La campagne file, file par les portières. Nous ne grimpons pas encore ; nous volons sur la terre horizontale. Le sol est d’une aridité complète, sablonneux, et, comme si ce n’était pas assez de ce gage d’infécondité, recouvert par grands espaces d’efflorescences salines. — Voici des villages indiens, des huttes de terre, des huttes de broussailles, aussi pauvres que les paillottes siamoises du Mé-Nam ou les maisons d’argile du Peï-ho, dans la Chine du Nord. On pourrait les confondre, car les arts, dans les différens pays, ont à peu près le même point de départ. Ce n’est qu’après s’être raffinés qu’ils acquièrent une originalité et qu’on distingue, sitôt que l’œil peut les atteindre, un temple péruvien d’une pagode cambodgienne. — Voilà enfin des habitations toutes de fantaisie, dont le style s’est plié aux nécessités d’une situation précaire, plus simples encore que le monument créé par l’enroulement de feuilles d’acanthe autour d’une corbeille accidentellement coiffée d’une brique, qui donna à Callimaque l’idée de l’ordre corinthien.

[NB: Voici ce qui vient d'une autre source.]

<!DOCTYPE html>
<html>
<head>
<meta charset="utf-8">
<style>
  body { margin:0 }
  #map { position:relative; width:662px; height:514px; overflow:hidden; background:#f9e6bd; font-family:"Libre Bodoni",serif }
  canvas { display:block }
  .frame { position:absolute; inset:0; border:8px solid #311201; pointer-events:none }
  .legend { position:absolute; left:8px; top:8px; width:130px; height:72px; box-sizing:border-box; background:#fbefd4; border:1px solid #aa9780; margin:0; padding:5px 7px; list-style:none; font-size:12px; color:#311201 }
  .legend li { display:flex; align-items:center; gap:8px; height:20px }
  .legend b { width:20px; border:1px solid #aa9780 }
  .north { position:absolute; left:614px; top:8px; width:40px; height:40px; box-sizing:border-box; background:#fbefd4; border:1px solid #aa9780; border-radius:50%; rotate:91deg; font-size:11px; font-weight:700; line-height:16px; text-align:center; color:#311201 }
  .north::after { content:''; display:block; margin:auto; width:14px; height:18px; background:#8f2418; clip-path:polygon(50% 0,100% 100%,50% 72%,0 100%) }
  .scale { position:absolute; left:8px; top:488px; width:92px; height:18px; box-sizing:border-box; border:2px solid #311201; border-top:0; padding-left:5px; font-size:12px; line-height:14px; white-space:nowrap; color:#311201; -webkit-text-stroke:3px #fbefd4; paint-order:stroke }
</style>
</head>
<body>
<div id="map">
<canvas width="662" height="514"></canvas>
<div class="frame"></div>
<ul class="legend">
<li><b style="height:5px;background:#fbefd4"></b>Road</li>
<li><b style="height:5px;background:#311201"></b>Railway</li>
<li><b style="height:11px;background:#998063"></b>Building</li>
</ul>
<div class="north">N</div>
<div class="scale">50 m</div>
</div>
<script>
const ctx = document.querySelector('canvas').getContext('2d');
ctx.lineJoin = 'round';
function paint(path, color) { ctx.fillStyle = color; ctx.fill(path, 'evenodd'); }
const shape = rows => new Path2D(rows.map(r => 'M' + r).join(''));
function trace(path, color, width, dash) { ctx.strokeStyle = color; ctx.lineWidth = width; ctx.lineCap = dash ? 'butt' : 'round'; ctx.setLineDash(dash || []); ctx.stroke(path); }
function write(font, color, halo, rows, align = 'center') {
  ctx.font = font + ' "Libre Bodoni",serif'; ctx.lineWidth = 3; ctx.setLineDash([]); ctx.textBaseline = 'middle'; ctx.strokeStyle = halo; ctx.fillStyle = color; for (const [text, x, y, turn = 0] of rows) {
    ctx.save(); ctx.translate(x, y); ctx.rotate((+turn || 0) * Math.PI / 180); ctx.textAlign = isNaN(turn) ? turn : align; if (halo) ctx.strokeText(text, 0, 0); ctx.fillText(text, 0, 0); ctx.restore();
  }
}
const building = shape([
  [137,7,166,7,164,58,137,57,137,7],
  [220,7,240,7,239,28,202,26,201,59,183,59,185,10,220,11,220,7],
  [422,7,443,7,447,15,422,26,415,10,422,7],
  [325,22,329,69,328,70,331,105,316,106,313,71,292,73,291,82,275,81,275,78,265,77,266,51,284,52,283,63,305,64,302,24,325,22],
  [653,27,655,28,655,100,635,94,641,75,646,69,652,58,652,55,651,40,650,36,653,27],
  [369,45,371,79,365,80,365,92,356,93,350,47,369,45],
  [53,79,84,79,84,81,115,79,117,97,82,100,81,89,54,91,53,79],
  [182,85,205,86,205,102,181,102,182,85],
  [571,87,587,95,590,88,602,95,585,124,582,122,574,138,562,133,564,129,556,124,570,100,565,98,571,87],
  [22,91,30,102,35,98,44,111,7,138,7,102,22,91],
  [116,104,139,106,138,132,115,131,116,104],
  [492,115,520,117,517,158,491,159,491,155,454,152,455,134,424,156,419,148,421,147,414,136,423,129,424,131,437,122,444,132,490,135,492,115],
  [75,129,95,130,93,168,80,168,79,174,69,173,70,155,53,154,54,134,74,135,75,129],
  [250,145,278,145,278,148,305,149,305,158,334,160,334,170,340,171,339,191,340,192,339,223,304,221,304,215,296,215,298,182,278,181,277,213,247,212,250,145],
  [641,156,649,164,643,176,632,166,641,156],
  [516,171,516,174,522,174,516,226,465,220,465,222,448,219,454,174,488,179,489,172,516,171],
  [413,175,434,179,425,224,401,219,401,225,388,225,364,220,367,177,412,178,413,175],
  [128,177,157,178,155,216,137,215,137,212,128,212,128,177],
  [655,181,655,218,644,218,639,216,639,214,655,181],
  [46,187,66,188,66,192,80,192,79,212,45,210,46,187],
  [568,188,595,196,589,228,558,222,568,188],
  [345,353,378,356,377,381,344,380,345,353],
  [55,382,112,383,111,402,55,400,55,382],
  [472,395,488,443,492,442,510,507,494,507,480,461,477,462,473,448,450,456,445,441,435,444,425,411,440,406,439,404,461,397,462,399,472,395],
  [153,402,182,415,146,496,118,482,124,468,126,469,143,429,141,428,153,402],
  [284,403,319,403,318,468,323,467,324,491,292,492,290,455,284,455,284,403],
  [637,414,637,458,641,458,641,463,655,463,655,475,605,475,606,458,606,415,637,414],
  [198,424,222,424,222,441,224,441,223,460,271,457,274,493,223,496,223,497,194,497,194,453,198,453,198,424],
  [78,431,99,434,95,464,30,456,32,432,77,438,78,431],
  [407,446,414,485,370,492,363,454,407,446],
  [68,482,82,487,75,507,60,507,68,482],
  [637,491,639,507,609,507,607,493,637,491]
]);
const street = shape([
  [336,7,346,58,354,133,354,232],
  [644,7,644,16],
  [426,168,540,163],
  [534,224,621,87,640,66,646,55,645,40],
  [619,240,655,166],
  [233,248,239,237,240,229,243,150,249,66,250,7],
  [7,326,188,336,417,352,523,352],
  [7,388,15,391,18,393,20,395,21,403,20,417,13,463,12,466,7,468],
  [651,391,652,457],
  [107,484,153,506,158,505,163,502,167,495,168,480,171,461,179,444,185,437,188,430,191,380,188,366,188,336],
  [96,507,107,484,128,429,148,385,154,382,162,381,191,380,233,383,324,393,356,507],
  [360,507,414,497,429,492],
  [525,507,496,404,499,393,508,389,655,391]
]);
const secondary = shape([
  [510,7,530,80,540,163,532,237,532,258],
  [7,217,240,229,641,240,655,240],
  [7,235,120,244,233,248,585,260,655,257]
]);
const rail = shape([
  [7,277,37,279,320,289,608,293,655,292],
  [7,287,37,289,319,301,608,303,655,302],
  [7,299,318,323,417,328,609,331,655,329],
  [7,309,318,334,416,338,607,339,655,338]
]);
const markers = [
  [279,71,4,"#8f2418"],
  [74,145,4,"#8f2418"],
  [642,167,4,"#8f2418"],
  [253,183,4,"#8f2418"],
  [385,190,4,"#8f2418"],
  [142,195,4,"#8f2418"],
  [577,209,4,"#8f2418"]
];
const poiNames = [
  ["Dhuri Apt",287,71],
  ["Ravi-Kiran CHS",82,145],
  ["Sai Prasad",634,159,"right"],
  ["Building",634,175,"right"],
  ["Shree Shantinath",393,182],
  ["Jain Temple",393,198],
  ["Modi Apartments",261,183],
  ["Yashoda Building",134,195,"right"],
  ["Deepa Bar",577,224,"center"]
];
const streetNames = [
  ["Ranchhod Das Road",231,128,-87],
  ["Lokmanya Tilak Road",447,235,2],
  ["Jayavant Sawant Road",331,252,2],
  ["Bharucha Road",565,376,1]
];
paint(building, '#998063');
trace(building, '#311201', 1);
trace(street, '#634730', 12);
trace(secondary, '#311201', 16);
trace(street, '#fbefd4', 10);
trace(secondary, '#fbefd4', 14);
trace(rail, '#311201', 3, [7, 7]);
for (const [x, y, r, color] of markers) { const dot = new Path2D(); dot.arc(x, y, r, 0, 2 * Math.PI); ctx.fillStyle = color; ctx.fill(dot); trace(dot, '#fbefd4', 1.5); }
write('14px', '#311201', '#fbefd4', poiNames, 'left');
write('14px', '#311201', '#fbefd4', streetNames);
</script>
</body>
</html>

Ce sont des espèces de tentes, mais bien moins confortables que la maison de toile des nomades organisés, des toits sans fermetures latérales posés sur le sable, deux plans inclinés formés par des portes et des volets soustraits dans la démolition de quelque vraie maison d’un plus sérieux village avoisinant. On voit brusquement inscrits dans ces triangles, des individus couchés ou tout au plus assis, entourés d’un mobilier conforme à la détresse de leur demeure.

Nous montons. Au loin apparaît la charmante campagne de Tambo. C’est dans une échappée de vue à travers les puissantes montagnes, proches où distantes, qui nous entourent, une étendue de champs verdoyans, plate et nettement découpée sur la vallée de sable, une oasis de plantations de cannes à sucre et de riz.